Problem statement: Could you copy every entry exactly, with nothing changed?

Records supplied:
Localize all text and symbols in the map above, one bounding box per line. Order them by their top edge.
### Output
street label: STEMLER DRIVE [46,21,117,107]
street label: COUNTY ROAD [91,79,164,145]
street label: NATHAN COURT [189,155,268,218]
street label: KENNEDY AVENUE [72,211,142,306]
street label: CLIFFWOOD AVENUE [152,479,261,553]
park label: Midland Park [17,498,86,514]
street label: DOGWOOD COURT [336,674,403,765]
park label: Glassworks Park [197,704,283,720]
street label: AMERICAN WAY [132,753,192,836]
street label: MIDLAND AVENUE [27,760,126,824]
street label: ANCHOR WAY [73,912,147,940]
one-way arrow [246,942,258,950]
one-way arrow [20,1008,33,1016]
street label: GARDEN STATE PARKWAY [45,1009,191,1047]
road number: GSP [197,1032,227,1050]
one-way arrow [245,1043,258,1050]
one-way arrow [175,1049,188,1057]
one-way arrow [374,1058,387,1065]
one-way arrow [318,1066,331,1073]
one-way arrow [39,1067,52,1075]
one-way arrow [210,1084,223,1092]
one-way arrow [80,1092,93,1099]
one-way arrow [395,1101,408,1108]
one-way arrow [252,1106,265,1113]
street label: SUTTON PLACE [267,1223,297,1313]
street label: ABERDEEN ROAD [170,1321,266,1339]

Response to this exercise:
Localize all text and symbols in the map above, one bounding box per line. Order them by their top edge.
### Output
street label: STEMLER DRIVE [46,21,117,107]
street label: COUNTY ROAD [91,79,164,145]
street label: NATHAN COURT [189,155,268,218]
street label: KENNEDY AVENUE [72,211,142,306]
street label: CLIFFWOOD AVENUE [152,479,261,553]
park label: Midland Park [17,498,86,514]
street label: DOGWOOD COURT [336,674,403,765]
park label: Glassworks Park [197,704,283,720]
street label: AMERICAN WAY [132,753,192,836]
street label: MIDLAND AVENUE [27,760,126,824]
street label: ANCHOR WAY [73,912,147,940]
one-way arrow [246,942,258,950]
one-way arrow [20,1008,33,1016]
street label: GARDEN STATE PARKWAY [45,1009,191,1047]
road number: GSP [197,1032,227,1050]
one-way arrow [245,1043,258,1050]
one-way arrow [175,1049,188,1057]
one-way arrow [374,1058,387,1065]
one-way arrow [318,1066,331,1073]
one-way arrow [39,1067,52,1075]
one-way arrow [210,1084,223,1092]
one-way arrow [80,1092,93,1099]
one-way arrow [395,1101,408,1108]
one-way arrow [252,1106,265,1113]
street label: SUTTON PLACE [267,1223,297,1313]
street label: ABERDEEN ROAD [170,1321,266,1339]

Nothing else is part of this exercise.